How can mutagenesis be accomplished (4)?

Answer 48

restriction enzymes PCR zinc finger nucleases (in vivo: in the cell) CRISPR/Cas (in vivo: in the cell)

Question 49

How do restriction enzymes carry out mutagenesis?

Answer 49

Restriction enzymes can be used to cut out a portion of a coding sequence.

Question 50

How can PCR carry out mutagenesis (2)?

Answer 50

PCR primers can carry a mutation, so amplicons are mutated.

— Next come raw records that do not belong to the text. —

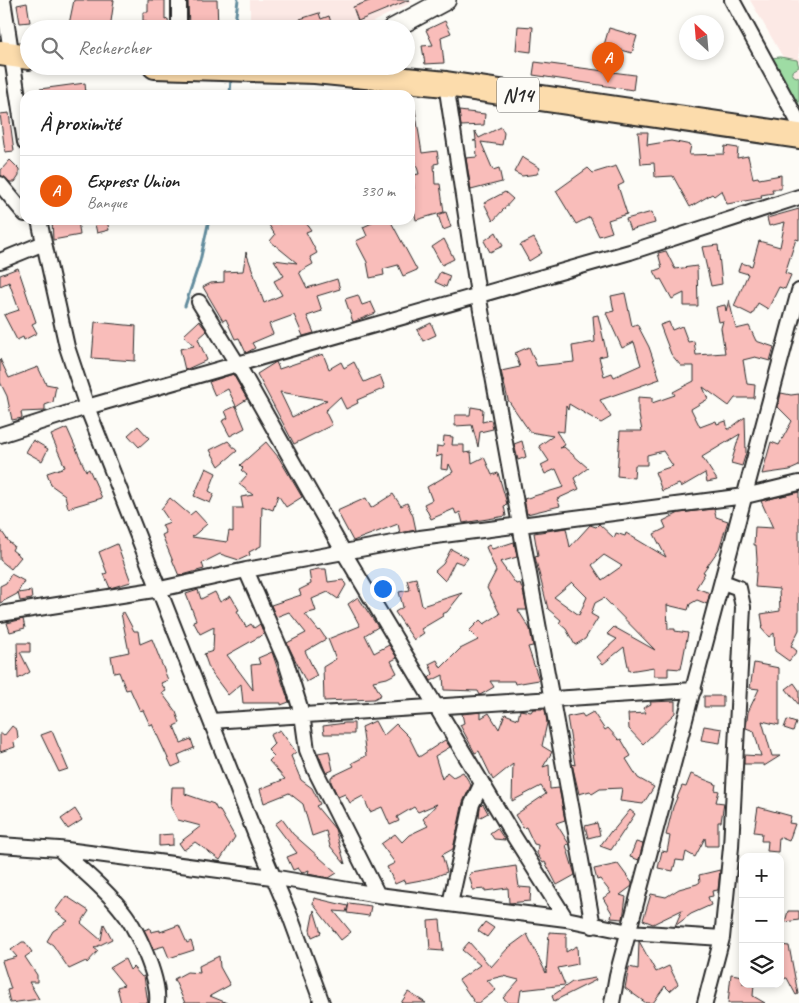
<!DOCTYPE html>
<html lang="fr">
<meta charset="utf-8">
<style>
:root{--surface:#fff;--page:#f6f6f6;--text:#222;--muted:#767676;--line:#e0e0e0;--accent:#ea580c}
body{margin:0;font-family:Caveat,sans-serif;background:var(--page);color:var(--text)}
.controls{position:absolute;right:15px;bottom:15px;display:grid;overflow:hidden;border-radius:10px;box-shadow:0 2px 8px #0003}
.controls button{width:45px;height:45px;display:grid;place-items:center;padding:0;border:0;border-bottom:1px solid var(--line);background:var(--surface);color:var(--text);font:25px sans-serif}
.compass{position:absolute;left:679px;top:15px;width:45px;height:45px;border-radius:50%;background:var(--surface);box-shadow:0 2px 8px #0003;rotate:334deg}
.you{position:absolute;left:382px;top:588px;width:18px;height:18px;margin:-12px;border:4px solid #fff;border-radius:50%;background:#1a73e8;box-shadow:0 0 0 8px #1a73e833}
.badge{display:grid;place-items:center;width:32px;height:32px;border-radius:50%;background:var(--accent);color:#fff;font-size:16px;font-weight:700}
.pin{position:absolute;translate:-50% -41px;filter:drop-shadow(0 1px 2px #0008)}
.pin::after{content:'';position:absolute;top:26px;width:18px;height:15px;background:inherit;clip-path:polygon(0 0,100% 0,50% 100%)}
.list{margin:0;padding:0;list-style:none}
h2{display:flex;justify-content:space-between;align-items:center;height:65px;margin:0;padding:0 20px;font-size:21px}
h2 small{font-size:16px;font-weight:400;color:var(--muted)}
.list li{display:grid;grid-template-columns:32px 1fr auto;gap:15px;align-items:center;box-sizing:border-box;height:70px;padding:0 20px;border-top:1px solid var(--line)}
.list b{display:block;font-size:19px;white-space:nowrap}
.list p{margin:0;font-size:16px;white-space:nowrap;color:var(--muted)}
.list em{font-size:16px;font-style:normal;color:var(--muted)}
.icon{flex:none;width:28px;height:28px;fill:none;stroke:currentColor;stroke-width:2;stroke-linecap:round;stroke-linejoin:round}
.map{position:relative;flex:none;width:799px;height:1003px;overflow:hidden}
.search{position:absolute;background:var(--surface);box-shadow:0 2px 8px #0003;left:20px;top:20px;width:395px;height:55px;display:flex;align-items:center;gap:12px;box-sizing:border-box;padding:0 18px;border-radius:28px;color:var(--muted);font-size:19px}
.panel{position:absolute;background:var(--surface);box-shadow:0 2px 8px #0003;left:20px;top:90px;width:395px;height:135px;border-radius:15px}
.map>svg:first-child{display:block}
</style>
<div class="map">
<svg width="799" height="1003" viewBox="0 0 799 1003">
<rect width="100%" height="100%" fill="#fdfcf7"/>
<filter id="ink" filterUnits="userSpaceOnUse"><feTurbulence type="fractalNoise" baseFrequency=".02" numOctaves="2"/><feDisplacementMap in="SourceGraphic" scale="10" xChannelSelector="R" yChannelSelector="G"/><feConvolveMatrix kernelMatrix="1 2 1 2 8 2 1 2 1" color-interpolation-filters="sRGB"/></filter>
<g filter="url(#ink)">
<path fill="#fce9e5" d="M250,0h162v2l-53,27h-109z
M750,0h49v85z"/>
<path fill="#9edca4" stroke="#648468" d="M780,57l17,3 2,7 -7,4v4l7,3v53l-28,-73z"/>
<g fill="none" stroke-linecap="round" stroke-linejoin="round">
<path stroke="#648d9e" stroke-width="3" d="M234,29l4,-29
M230,95l1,-17
M185,306l15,-45 9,-41"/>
</g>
<path fill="#f9bdba" stroke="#2b2b2b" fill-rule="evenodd" d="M74,0h40l-4,29h-42z
M148,0h17v20l3,-1 1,10h-24l1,-8h-3v-9h5z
M188,0h29l1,29h-29z
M372,0h37l-51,21 -5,-14z
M27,3l3,19 -10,1 -3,-18z
M319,13l2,6 8,-3 4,13h-34l2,-2 -1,-8z
M445,21l6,12 -10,4 3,26 -19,1 -3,-18 11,-1 -7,-15z
M518,26l15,1 -2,25 -15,-2z
M609,28l28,8 -5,17 -28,-8z
M535,62l100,13 -2,15 -100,-15z
M85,83l1,12h-46v-6z
M410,109h5l7,44 15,-2 2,12 -5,1 1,20h5l4,28 -28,8 -6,-30 4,-1 -1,-14 6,-1 -5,-18h-3z
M459,111l26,3 -1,11 -23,1z
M9,113l5,38 -9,1 -5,-38z
M501,127l3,6 -2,12 -21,-3 12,28 6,-2 3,14 -31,8 -5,-32 11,-1 -1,-16h-3l3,-1 -1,-9 4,7z
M638,132h10l-1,13 24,-4 20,4 -2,10 35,-1 1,-8 13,2 -1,10 11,-2 5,22 5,-1 1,2 22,-4v14h-9l1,4 -12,2 1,3 -35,6 -5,-14 -8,6 -2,-2 -22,13 -17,-31 -18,1 -1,-14 -13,1z
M522,157l18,11 -3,6 -15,2 -8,-4z
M10,160l9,9v7l-4,6h-5l-9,-6v-6z
M616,166l8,17 -6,3 9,28 -19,6 4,12 -13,4 -9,-19 -14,7 -20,-33 32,-23 5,5z
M505,192l8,7 -20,22 -9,-18z
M799,209v31l-3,-1 -11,34 6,2 -6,14 -6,-2 -11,22 -10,-6 -6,12 -18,-9 14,-32 -10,-3 3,-8 11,3 7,-25 21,6 5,-25 -16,4 -2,-8z
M446,212l5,15 -8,3 -5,-15z
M652,212l3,11 -25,7 -4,-11z
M52,220h26l2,15 -27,5z
M94,220h13l2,10 -12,3z
M266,220h11l2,4 7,-4h18l7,10 -5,2 11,21 -7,4 3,7 -14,8 8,16 30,-9 3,10 -23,7 5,15 -15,5 7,17 -11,3 -9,-21 -25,9 4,10 -21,9 3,5 -9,5 -7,-15 -4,1 -9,-20 -3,2 -20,-34 8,-4 13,-1v-10l19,-1 3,-19 18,51 18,-8 -8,-14 10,-5 -10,-16 23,3 -27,-22 5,-6z
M371,220h19l27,50 -14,6 -5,-11 -15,4 1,6 -14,3 -3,-16 -11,-21 11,-5 -4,-9 9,-4z
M496,232l7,14 -13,6 -6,-11z
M534,238l8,15 -13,8 -9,-16z
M444,239l10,20 -12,6 -10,-18z
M718,245l4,39 -11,2 -9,-39z
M666,251l9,18 22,-3 1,40h-14v-13l-12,6 -11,-20 -2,1 -5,-9 8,-3 -4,-15z
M18,268l18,54 -4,2 5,9 -13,7 -1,-3 -6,3 -13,-25 15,-5 -10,-28 -9,4v-11z
M440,272l10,4 -4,11 -11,-5z
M625,293l7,33 5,-2 12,23 11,32 -60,21 11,17 -10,6 -32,-19 -1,6 -2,-4 -2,26 -8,-1 9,14 -5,3 4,-1 24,21 -14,10 5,11 -22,10 3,7 -33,8 -3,-15 40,-12 -8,-18 -11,5 -4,-9 8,-4 -10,-15 14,-10 -23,-4 -22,-32 -7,-29 19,-4 -5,-14 14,-6 8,19 37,-4 -2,-16 23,-4 -2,-26 5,-1 9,40 -8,2 5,19 8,-3 2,4 27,-12 -7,-23 -12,6 -16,-35 8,-2 -3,-15z
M358,295l4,10 9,-3 5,11 -23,9 -8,-23z
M729,300l7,29 13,-3 7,15 18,6 -4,14 -15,-4 -12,3 4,24 8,1 -1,13h-19l-6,8 -26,-19 5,12 -17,10 9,18 16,-6 1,3 9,-3 2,9 17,-13 1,36 -4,13 -11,-3 9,-29 -38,23 15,23 -10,2 -2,-9 -24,14 -2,-3 -17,7 -7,-19 18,-6 -10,-15 -16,4v10h-12l-1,13 -17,-2 3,-45h22l-4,-21v-13l14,1v5l23,-8 -2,-3 21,-11v-15h-13l-10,-12 -11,-29 9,-3 3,8 10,-4 6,16 6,-1 2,14 29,-2 -4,-25 2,-7 -4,1 -3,-15 9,-2 1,6z
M199,321l8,10 -9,8 9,21 -22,10 -5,-21 14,-3 -10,-11z
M95,322l41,4 -1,35 -43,-3z
M431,323l5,12 -13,6 -6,-11z
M323,354l6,15 12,-7 3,6 10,-6 10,20 16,-7 5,13 -28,12 1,3 -12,6 -6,-12 -15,14 7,14 -38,19 -37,-70 19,-12 3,7zM280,392l47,8 -35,17z
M0,359l9,19 29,-11 8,17 10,2 -3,16 -8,3v6l-24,1 1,6 -10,2 -5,-24 -7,-14z
M233,374l14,25 -11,7 -8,-17 -13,7 -6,-14z
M781,393l10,2 8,-1v72l-9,4 -28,4 9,-32 8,3 13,-24 -14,-14z
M236,406l9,22 -15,8 -8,-15 6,-3 -3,-7z
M471,407l12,2 -1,13 9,-2 2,9 -13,3 -2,15 -6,-22 -17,1v-11h15z
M138,426l11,12 -10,9 -11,-12z
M67,428l19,43 3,-2 13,29 -34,10 -3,-13 -14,-10 -4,-12 18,-6 -14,-32z
M444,436l9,1 -1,8h12v8l7,-1 1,11 12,-6 8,18 6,-2 8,27 1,5 -3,1 2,10 -43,7 -3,-11 -4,2 -2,-5 -23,10 -7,-15 8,-4 -5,-13 26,-15 -4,-8 -1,6 -7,-1 1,-14 -6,2 1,-11 6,1z
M33,440l15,9 -6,12 -16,-9z
M228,441l9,10 -18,15 -9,-16z
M522,441l4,16 -8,3 -4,-16z
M266,442l13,16 23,39 -16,10 -8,-12 -5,15 -11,-4 -1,40 -12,6 1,3 -11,5 -19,-6 -18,9 2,6 -25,7 -17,-41 4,-2 -4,-8 8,-3 -9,-13 9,-11 20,17 5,-4 12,13 -15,13 35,5 2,-11 4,1v-24h10l-2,-11 12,-2 -14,-11 8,-9 -6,-5 2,-2 -3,-3z
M206,468l10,5 -7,18 5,3 -4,9 -16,-7z
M799,492v138l-8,16 6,5 -8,10 -14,-10 -1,-18 -5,4 -8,-9 2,-2 -2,-12 19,-3 -1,-22 -24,-2 2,-27 -1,-15h-2l1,-18 18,1 -12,-27z
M393,494l8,12 6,-3 6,13 3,14 -16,3 -2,-9 -45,17 -16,-30 29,-13 5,10z
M714,509l2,8 12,4 -9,28 -16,23 2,1 -9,15 14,5 -3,11 -10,-4 -7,4 -2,6 -21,-5 1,24h7v2l13,2 -7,36 -13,-1v8h-14v-9l-25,4 -5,-24 -21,17 -6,-7 20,-18 -10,-5 7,-7 41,23 -51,-52 -9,5 -4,11 7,4 -13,21 -10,6 -9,-16 -7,-6 2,-3 -13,-11 -13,-52 3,-1 -4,-23 32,-5 4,19 20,-22 6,2 3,-3 15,14 2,-5 9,3 1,-3 40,24 -12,-23 12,-6 -3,-7 16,-8zM604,555l18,11 -20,14 -10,-15zM572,582l15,15 -8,18 -25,-18z
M0,529l9,13 5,4 -2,4 9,7 -10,12 -11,-9z
M514,542l3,15 -17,5 16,22 4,-1 3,8 4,19h-9l12,19 3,17 -5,1 11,33 -24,4 -1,-3h-24l4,6 -14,8 -2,-4 -34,-1 -1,-15 -12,6 -2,-3 4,-4 -4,-10 8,-4 4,8 19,-19 18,-9 -9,-9 11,-11 4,4 16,-10 -13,-26 9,-17 -10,-24 3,-2 3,4z
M117,544l14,38 -21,6 -6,-14 3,-1 -8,-21z
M451,549l17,9 -5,6 -8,-3 -10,20 -10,-10 8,-7z
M318,569h8l2,13 15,-2 3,5 -8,14 -10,-7 -16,7 4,12 -11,3 14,17 1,-1 6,9 -21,12 12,25 -11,6 -19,-39 19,-10 -17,-21 -13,5 -5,-12 30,-10 -2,-5 12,-6 -2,-13z
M11,574l13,7 -7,13 -17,9v-17l6,-3z
M416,578l6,28 40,-13 -15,19 -5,2 1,2 -22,13 3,4 -10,7 -19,-28 8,-5 -4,-15 11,-2 -3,-10z
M198,590l3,9 14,-7 5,10 11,-6 8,14 -2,1 9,16 5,-3 3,4 6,-4 4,10 -37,21 26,35 -2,-25 9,-1 -2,-6 14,-6 17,50 -8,3v-2h-38l-2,-19 -13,11 -18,-24 -6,-17 9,-3 1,-24 -14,7 -7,-13 3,-1 -10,-26z
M31,591l1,8 -12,2 -2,-8z
M358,597l20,30 -13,8 9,18 15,-8 8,13 -6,3 6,12 -10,5 -14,3 8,14 -7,4 -50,2 -1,-34 13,-8 -8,-20 32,-13 -12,-22z
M124,612l10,19h4l2,13 12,-5 16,41 -7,3 5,8 -4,2 14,19 4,11 -6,3 7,17 10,-4 3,9 -16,7 3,8 -9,4 -20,-43 -2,1 -7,-15 -3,1 -10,-22 -4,1 -7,-18 -5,1 -3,-17 18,-4 -8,-39z
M23,619l2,9 -15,4 -3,-9z
M17,643h13v9h-10l10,20 -12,7z
M754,663l25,5v57l-17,-4 10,35h8l-16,10v-2h-20v-9l17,1 -7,-25 -8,-3 2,-16 11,-23 -9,-1z
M794,683l5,7v15l-13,-16z
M704,696h19v11h-19z
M675,701v12l-32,31 -14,-15 -1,-15 18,-1 -3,-5 8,-4 -1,-2z
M533,709h12l2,14 -5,23 10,6 -9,15 6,-2 1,24 9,-1 6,32 -9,3 13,21 -3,1 9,30 -18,10 -12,-23 -2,1 -6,-9 1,-9 -4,-1 -8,-17 -3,1 -8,-13 31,-21 -5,-8 -29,15 1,-37 -20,16 -14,-29 -4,2 -15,-28 4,-2 -2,-9 19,-2v6l8,-5 10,16 6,-15 13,5 2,-9 11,2z
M593,712l12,18 3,-2 11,12 2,-1 10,17 -5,3 12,19 16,9 -11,17 -23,-3 2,-13 -22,1 -8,5 -2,-3 -11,3 -7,-30 3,1 -8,-48 15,-3 2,3z
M787,720l9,3 -3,8 -9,-3z
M375,721l8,15 13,-12 13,13 10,20 26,-17 5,7 -15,9 7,23 5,-7 6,5 10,-5 8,13 -8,17 -10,47 -11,6 5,17 -15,6 -27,5 -1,-3 -9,4 -8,-17 8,-4 -14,-19 14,-10 7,8 7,-7 19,-9 -5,-7 14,-15 -19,8 -4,-5 -17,10 2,4 -9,4 -8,-18 -12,5 -7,-16 -13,7 -5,-9 -7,3 -7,-15v-5l23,-11 -2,-3 14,-7 -4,-29z
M345,723h9v11h-30l-1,-8z
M12,726l5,4 1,8 -4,4 1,5 -15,5v-19l4,3z
M704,726l18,3 -2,14 -19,-3z
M280,730l16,22 -5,4 10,24 11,8 8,16 -4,2 19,23 10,35 -15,-18 -4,-15 -14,5 -9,-32 -14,-11 -25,10 -4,-14 25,-10 -16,-18 5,-5 -6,-6 6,-6 -4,-9z
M52,731l16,38 -9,3 -18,-37z
M329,751l4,19 -7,3 -8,-20z
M691,774l25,10 -1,6 4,1 -3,11 8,1 -3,19h-3v24h-12l-1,-8 -10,19 -9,-5 -2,9 -8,-1 -3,11 -15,-3 4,-17 5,1 3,-16 -4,-1 7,-28 9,-21 4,1z
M172,787h13v7l29,10 3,6 2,-1 16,28 -15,23 -25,-18 -11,8 -5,-7 22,-17 -23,-6 -7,-13z
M483,804l5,9 -9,5 1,-11z
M758,807l33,9 -2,7 6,1 -6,17 -10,-4 -1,15 -11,-1 1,-10h-7l1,-8 -8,-1z
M75,809l7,11 -14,9 -7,-10z
M630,810l5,4 -24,36 -11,-4 11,-15 1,1z
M282,819l11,15 44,39 -8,5 -21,-4 1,-4 -7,3 -4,-5 -5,2 -6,-13 10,-4 -22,-29z
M597,823l3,12 -12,3 -3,-12z
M497,828l8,12 -11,-1 -4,-6z
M173,834v11l-14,1v-11z
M636,842l7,2 -4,16 -9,-3z
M618,864l14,19v3l-12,9 6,2 -3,22 -12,-1 1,-5 -9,-15 8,-5 -11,-14 -3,1 -3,-11z
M516,866l3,21 12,1 -1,13 -21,2 -1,-15 -23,3v-2l-12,1 -4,-15 2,-2z
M720,870l-2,20 -6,1 1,5 -5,1 3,8 -20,9 -16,12 7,-16 -29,14 -10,-4 8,-26 15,3 13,-8 18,-5 3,-2 -1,-7z
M66,896l23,15 -8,12 20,17 3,-16 8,15 -18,9 4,3 -11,12 -1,-2 -17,8 -16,-24 -6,-4 6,-10 15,-10 -13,-10z
M314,898l34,8 -2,6 -12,-1 17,21 -10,8 -28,-36z
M349,903l22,3 -2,10 -22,-3z
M314,910l7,23 -9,4 -2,-7z
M788,911h11v9l-14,2z
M440,920l3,31 -13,-1 -2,-29z
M485,922l9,6 -7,9 -9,-6z
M179,925l8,18 4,-2 3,9 -25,8 -5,-12 -11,3 -9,-19 6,-2 1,4 9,-2v2z
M549,932l17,1v19l11,-6 1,18 -20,4 7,17 -44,5 -2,13h-10l-6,-5 16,-18 -16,-4 -16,4 9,10 -17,13h-4l-16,-23 21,-15 -18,-15 7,-8 22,25 17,-19 19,-14 19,39z
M639,941l17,31 13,-6 9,18 -8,7 -5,-5 -12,17h-7l-21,-15 4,-21 9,2z
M22,942h3l7,10 -7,5 12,18v7h-8l10,17 -29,4 -3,-13 4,-1 -9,-28 15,-4 -6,-7z
M780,945l9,1 9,48 -2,1 -9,-17 -7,1z
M219,956l1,11 10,18 -20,11 17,7h-42l-11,-24 13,-7 13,1 -1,-7z
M125,959l5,11 3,-3 9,10 2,-1 4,27h-27l-4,-16 7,-2 -14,-17z
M731,974l12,2v8h11l-1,12 12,7h-37z
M595,978l1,2 -42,21 -2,-5 20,-14z
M408,992l18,11h-25z"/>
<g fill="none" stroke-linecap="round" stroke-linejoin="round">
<g stroke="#2b2b2b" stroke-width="18">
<path id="street" d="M3,0l22,142
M179,0v29
M732,0l67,123
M446,84l32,210 115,632
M0,184l25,30
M39,220l28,127 20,60 171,434 32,75 32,87
M0,261l44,-18
M199,302l39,63 105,186 167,279 56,89
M0,435l87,-28 543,-155 169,-55
M246,570l40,92 16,52 5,36 8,20 63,125
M0,614l160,-25 86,-19 174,-32 325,-42 54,-13
M211,721l483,-31
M0,845l59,4 213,28 106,18 188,24 63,13 93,6
M59,849c20,19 44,37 61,59 16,18 40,71 37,95
M450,904l22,-100 10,-21
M612,1003l5,-28 182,-684
M705,1003l17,-65 9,-91 12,-240 -4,-19 -16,-6"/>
</g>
<g stroke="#2b2b2b" stroke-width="22">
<path id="secondary" d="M392,29l54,-29"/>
</g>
<g stroke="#2b2b2b" stroke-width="28">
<path id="highway" d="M0,53l29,4
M155,66l160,5 131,13 353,52"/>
</g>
<use href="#street" stroke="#fdfcf7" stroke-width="14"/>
<use href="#secondary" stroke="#fdfcf7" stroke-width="19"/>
<use href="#highway" stroke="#fcdcac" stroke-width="24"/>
</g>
</g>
<g text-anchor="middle" stroke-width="4" stroke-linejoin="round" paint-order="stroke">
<rect fill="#fdfcf7" stroke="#6a6a68" stroke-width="1" x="497" y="77.5" width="42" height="35" rx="4"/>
<g font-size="20" font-weight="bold" fill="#2b2b2b">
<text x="518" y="102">N14</text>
</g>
</g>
</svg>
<div class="controls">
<button>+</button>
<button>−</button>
<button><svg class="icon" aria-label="layers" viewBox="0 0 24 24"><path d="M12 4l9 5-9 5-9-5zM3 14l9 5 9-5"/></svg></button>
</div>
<svg class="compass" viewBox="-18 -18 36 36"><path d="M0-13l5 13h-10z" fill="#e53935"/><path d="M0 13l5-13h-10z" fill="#767676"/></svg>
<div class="you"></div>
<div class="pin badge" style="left:608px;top:83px">A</div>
<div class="search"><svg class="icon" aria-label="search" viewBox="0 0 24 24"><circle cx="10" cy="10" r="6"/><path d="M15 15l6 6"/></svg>Rechercher</div>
<section class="panel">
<h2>À proximité<small></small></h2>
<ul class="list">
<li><span class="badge">A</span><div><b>Express Union</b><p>Banque</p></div><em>330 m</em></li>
</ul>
</section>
</div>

PCR products can also be designed to introduce additions or deletions to a specific gene.

Question 51

How do zinc finger nucleases carry out mutagenesis?

Answer 51

They are "designer" nucleases created to target a specific DNA sequence. - create a dsDNA break - the breaks can be repaired, but nucleotides are lost before the repair is made, leading to mutations in the target gene

Question 52

How does CRISPR/Cas carry out mutagenesis?

Answer 52

It is a newer technology that allows for targeted mutation of prokaryotic or eukaryotic genes.

Question 53

Where does CRISPR/Cas naturally occur?

Answer 53

It is naturally occurring in bacteria as a phage defense mechanism.

Question 54

How can natural CRISPR/Cas be modified and what does this do (2)?

Answer 54

It can be modified to target specific genes for mutation by designing target RNA. It can also insert DNA using homologous recombination to introduce new genetic information to the cell.

Question 55

How can gene and protein function be studied (5)?

Answer 55

Protein fusion Western blotting Yeast two-hybrid assays Coimmunoprecipitation Microarrays

Question 56

What is protein fusion?

Answer 56

When a reporter gene, like GFP, is added to a gene being studied.

Question 57

What can protein fusion be used to study (3)?

Answer 57

It can be used to study protein localization, expression during development, and regulation (for regulation studies link the reporter gene to a promoter of interest).

Question 58

What is western blotting?

Answer 58

It is used to detect the presence of a protein in a cellular extract.

Question 59

How are protein-protein interactions detected (2)?

Answer 59

Protein-protein interactions can be detected using yeast two-hybrid assays or coimmiunoprecepitation. (Coimmunoprecipitation works because there is so much antibody it literally precipitates out of solution).

Question 60

How is gene expression of a cell measured?

Answer 60

The gene expression of a cell (all the transcripts) can be measured using microarrays.